Having worked as a volunteer for about a month with the discoverers of Homo Floresiensis I say, 'Yes, cavemen!'.

Might I suggest, for further reading on the matter, the works of Richard Dawkins.

chrissietoo
06-14-2007, 06:56 PM
i dress because i would rather feel like a woman than a man, on both deep and superficial levels. :love:

Raychel Red
06-14-2007, 11:17 PM
I think it was Shakespeare...'to thine own self be true'. It took me a long time to accept that.

Satrana
06-15-2007, 01:49 AM
That's is still an open question to me, and depends on what is meant by crossdressing (the act or the need). Actually neither is likely. Our genes and hormones are blind to things like clothes and society gender rules. If we are born with a need, it is probably nothing more than a strong need to express ourselves. Some people bend easily to the will of society and offer no resistance to conditioning, others have an inner resolve to be themselves. Since all men naturally have attributes which society labels feminine, every man has the potential to become a crossdresser if the right set of environment and personality dynamics come together.
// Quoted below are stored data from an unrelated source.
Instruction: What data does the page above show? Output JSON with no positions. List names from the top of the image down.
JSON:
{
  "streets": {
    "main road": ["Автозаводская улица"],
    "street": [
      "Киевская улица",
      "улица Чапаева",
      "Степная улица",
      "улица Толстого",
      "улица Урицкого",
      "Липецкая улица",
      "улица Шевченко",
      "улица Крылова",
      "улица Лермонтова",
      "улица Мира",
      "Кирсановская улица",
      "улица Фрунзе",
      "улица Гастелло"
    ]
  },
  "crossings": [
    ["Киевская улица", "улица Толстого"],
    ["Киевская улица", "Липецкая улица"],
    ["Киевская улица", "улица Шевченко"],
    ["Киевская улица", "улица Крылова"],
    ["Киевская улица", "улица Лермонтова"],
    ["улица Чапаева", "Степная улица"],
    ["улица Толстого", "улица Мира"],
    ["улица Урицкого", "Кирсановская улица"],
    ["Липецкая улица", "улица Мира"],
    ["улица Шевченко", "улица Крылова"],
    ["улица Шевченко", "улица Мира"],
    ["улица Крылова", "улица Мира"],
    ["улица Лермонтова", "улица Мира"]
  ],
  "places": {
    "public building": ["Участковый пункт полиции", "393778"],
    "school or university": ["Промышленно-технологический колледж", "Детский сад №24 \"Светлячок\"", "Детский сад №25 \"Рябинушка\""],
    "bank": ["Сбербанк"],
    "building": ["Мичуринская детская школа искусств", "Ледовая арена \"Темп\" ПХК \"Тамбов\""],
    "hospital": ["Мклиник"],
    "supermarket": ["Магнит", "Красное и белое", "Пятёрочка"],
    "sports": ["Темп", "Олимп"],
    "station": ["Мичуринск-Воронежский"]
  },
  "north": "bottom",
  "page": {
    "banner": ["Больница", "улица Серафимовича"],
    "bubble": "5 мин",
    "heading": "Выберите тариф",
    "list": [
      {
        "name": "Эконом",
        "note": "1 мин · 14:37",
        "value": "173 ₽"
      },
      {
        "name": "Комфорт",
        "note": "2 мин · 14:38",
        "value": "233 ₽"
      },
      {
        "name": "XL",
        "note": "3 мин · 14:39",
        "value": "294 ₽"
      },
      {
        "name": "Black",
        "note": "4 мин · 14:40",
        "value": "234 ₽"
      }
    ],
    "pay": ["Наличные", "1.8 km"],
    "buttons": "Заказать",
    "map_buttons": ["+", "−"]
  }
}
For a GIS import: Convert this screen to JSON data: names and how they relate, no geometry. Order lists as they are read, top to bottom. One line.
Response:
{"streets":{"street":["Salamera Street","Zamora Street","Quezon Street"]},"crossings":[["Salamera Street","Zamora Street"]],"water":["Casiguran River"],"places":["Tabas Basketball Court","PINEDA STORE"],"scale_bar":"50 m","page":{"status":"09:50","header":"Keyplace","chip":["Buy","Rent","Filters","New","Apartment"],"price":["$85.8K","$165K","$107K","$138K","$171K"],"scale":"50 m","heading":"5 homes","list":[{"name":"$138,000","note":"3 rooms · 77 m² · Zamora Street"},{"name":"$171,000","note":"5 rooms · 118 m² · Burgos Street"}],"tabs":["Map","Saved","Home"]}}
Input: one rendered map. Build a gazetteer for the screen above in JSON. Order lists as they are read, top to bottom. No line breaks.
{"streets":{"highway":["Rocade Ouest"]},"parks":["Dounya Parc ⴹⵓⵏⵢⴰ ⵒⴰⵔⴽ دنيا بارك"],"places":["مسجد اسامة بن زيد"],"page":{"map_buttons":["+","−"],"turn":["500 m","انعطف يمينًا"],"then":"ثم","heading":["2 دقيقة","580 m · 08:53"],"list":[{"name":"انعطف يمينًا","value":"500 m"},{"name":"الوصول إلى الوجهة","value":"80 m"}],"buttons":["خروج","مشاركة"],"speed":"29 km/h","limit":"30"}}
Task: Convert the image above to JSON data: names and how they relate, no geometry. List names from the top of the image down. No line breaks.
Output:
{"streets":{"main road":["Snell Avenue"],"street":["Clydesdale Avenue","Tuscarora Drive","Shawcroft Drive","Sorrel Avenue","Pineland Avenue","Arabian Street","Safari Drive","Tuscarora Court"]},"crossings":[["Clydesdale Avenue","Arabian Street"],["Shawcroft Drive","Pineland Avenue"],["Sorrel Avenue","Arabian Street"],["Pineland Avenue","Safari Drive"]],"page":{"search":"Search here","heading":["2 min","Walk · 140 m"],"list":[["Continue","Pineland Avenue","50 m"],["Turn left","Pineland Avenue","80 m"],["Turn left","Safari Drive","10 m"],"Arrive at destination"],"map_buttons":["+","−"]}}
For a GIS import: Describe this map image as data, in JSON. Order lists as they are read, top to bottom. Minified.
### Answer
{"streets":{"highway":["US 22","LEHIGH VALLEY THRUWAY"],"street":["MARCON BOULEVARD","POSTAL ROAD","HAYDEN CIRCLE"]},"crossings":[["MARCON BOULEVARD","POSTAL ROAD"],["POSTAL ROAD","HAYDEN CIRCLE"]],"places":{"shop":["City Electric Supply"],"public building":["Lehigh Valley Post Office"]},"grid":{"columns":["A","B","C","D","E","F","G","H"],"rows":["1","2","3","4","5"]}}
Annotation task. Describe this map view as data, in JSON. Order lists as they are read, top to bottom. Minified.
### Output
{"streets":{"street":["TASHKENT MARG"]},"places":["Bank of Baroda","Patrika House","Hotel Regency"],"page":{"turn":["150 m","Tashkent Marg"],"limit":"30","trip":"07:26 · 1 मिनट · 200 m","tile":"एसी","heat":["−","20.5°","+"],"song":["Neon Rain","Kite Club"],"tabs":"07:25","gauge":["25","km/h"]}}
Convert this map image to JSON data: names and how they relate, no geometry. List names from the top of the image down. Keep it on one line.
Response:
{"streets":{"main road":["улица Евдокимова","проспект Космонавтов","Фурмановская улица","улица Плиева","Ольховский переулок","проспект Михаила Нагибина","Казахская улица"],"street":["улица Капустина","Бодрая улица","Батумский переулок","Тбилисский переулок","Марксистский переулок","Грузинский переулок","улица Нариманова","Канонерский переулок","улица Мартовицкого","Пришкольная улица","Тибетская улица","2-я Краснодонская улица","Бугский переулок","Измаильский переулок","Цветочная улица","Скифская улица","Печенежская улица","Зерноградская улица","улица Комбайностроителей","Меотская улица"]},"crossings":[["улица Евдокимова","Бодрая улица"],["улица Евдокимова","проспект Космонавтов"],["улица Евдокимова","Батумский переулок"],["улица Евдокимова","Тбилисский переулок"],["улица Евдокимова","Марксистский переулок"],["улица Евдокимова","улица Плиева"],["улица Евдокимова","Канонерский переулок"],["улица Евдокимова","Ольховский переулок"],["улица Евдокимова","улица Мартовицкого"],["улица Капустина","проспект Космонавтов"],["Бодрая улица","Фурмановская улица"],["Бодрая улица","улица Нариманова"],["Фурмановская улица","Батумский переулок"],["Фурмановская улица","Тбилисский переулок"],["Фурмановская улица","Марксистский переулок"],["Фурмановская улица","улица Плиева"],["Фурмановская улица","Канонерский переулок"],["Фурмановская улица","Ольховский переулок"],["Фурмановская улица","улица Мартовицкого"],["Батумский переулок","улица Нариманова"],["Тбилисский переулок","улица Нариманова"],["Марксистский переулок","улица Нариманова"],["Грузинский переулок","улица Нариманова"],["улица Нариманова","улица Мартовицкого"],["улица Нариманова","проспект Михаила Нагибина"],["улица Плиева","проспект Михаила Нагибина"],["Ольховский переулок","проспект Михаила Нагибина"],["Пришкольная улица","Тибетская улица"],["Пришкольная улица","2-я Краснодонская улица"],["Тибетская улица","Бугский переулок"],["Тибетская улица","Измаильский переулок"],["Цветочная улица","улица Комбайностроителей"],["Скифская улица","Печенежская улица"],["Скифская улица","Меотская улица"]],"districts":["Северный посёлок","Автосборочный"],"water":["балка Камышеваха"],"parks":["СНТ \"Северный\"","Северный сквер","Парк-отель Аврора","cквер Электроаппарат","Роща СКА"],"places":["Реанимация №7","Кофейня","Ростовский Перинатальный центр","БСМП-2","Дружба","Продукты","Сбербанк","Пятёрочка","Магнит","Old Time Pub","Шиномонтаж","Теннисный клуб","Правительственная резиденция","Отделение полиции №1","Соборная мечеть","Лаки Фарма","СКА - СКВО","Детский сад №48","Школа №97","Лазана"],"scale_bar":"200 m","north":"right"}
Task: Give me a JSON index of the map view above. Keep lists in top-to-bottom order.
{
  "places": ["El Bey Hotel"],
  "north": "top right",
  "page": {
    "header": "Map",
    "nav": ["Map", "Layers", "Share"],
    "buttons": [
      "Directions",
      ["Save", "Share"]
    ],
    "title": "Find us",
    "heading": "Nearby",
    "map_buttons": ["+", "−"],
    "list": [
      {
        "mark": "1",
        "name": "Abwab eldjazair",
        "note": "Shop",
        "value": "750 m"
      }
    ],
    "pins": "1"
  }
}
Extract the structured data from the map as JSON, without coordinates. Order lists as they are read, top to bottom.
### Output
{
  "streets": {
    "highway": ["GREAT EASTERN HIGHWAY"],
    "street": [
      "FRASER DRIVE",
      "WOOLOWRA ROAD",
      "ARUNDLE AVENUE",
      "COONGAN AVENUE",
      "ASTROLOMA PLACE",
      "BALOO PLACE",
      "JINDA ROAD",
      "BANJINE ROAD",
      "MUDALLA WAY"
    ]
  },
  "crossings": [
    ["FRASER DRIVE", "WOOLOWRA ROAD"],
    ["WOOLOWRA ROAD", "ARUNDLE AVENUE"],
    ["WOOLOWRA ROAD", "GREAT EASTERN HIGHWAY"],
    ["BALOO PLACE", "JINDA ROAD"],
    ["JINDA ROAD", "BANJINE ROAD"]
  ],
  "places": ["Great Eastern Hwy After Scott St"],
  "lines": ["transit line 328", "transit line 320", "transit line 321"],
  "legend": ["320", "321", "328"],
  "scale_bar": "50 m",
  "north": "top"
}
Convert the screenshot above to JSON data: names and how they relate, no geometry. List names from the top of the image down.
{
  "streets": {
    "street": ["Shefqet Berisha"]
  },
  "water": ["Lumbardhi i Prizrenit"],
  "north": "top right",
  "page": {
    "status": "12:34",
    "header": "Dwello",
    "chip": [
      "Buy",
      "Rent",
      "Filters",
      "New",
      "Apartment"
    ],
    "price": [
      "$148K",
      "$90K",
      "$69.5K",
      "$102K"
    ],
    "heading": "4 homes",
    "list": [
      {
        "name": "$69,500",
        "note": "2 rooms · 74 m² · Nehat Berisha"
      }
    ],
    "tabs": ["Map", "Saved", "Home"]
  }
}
There are others, more accepted, and safer ways to disguise: Helloween, historical role-plays, biker-club, trekky, etc. etc. Each of which can be fun, stress relief, and an temporary escape .... but these activities are usually interchangabele and temporary ... CDing usually is not. Sometimes these other pursuits do in fact become compulsive and can come to dominate a person's life. I think there are reasons why CDing is particularly compulsive
1. being hetrosexual, we get a heightened buzz not found in other pursuits. Also being taboo again raises the excitement levels.
2. the other gender is all around us, it is not fantasy, not is rare, we are constantly being reminded of our compulsive pursuit of it
3. a firm belief the grass is greener on the other side of the fence, and the fence can be easily climbed over by going to a department store and buying the correct gear. It is very accessible.


Even if there are a zillion of reasons to CD, there are at least a zillion reasons why a potential TG*-tendency we are born with could break through in later years only.
Possible yes, but I believe unlikely. I don't believe you can be born different and not realize it until you are in your 50's. If CDs are indeed different from the rest of the population, which is what some people here believe, then the late-starters would know it during their childhood/teenage years for sure even if they did not actually crossdress.

The potential is in everyone. This is different from saying there is an undisclosed latent difference.

battybattybats
06-15-2007, 03:12 AM
Actually neither is likely. Our genes and hormones are blind to things like clothes and society gender rules.

From what I've read and heard of evolutionary psychology and work on the evolution of altruism that is not neccessarily true. The gender rules of any given society do change too frequently to be specifically genetically determined but, like some of the evidence for language, the propensity to develop gender rules could be genetic.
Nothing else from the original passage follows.